Congratulations to the 2022 Highly Cited Researchers from the JGI recognized for their “significant influence in their chosen field or fields through the publication of multiple highly cited papers during the last decade” by Clarivate Analytics.
This year’s list features 6,900 researchers working in 21 fields. Those from the JGI whose publications rank in the top 1% by citations for field and publication year are:
- Igor Grigoriev (Cross-field)
- Marcel Huntemann (Cross-field)
- Natalia Ivanova (Biology and Biochemistry)
- Nikos Kyrpides (Biology and Biochemistry)
- Dan Rokhsar (Cross-field)
- Simon Roux (Cross-field)
- Jeremy Schmutz (Cross-field)
- Susannah Tringe (Microbiology)
- Tanja Woyke (Biology and Biochemistry)
Here’s a selection of studies these busy bees contributed to:
Giant bacteria visible to the naked eye: Natalia Ivanova and Tanja Woyke both contributed to ground-breaking research following the discovery of bacteria 5,000 times the average size. Woyke’s Single Cells Group helped better-understand what the sulfur-oxidizing, carbon fixing bacterium was doing in the Guadeloupean mangroves where it was found. The study was featured on the New York Times 2022 List of Firsts as well as other year-end science discovery lists.
Updates to the Genomic Encyclopedia of Bacteria and Archaea: Under the umbrella of the GEBA, the JGI is sequencing thousands of bacterial and archaeal genomes from diverse branches of the Tree of Life.

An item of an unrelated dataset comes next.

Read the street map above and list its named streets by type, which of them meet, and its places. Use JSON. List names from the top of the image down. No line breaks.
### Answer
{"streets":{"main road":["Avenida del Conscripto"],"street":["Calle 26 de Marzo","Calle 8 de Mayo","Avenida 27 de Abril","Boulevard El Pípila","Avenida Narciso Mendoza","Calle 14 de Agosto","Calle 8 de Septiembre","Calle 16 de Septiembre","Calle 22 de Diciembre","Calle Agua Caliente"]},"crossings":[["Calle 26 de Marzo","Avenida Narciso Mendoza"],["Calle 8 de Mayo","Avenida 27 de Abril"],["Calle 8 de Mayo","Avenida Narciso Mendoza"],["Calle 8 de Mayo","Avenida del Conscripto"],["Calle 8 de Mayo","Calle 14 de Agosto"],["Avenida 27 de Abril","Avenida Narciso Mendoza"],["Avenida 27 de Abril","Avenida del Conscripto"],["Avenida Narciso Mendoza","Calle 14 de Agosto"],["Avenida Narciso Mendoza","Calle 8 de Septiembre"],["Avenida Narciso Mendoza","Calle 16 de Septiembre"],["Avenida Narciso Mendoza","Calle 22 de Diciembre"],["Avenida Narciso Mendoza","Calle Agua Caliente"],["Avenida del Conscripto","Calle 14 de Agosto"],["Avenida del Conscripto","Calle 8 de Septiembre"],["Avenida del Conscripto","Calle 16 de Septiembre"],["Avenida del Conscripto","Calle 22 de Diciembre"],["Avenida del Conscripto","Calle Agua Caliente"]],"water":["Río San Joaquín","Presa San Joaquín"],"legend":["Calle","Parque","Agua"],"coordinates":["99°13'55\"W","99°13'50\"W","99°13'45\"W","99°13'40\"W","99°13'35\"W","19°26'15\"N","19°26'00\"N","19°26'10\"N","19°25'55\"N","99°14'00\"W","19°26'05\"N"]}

Its latest addition — made possible in part by contributions from Ivanova, Woyke, Marcel Huntemann, Nikos Kyrpides and Simon Roux — features 600 genome sequences for Actinobacteria.
Woyke was also one of three authors on a recent study that made the cover of Nature Reviews Microbiology, summarizing insights from three decades of work on giant viruses — providing a perspective on giant virus diversity, and how sequencing and bioinformatics have sped up the study of giant viruses.
Kyrpides and the JGI’s IMG/M Data Portal were instrumental to a study that looked into how soil viruses, and in particular a chitosanase protein, can contribute to soil health. He also contributed to an update of the JGI’s Genome OnLine Database (GOLD) database that also marked the platform’s 25th anniversary, published in Nucleic Acids Research.
ID’ing RNA viruses with ease: Searching for RNA sequences within a database can be like combing for the proverbial need in a haystack — until now. Scientists have recently created a computational pipeline that scans specifically for RNA virus sequences, initially using it to comb through more than 5,000 data sets and thereby increasing RNA virus diversity five-fold.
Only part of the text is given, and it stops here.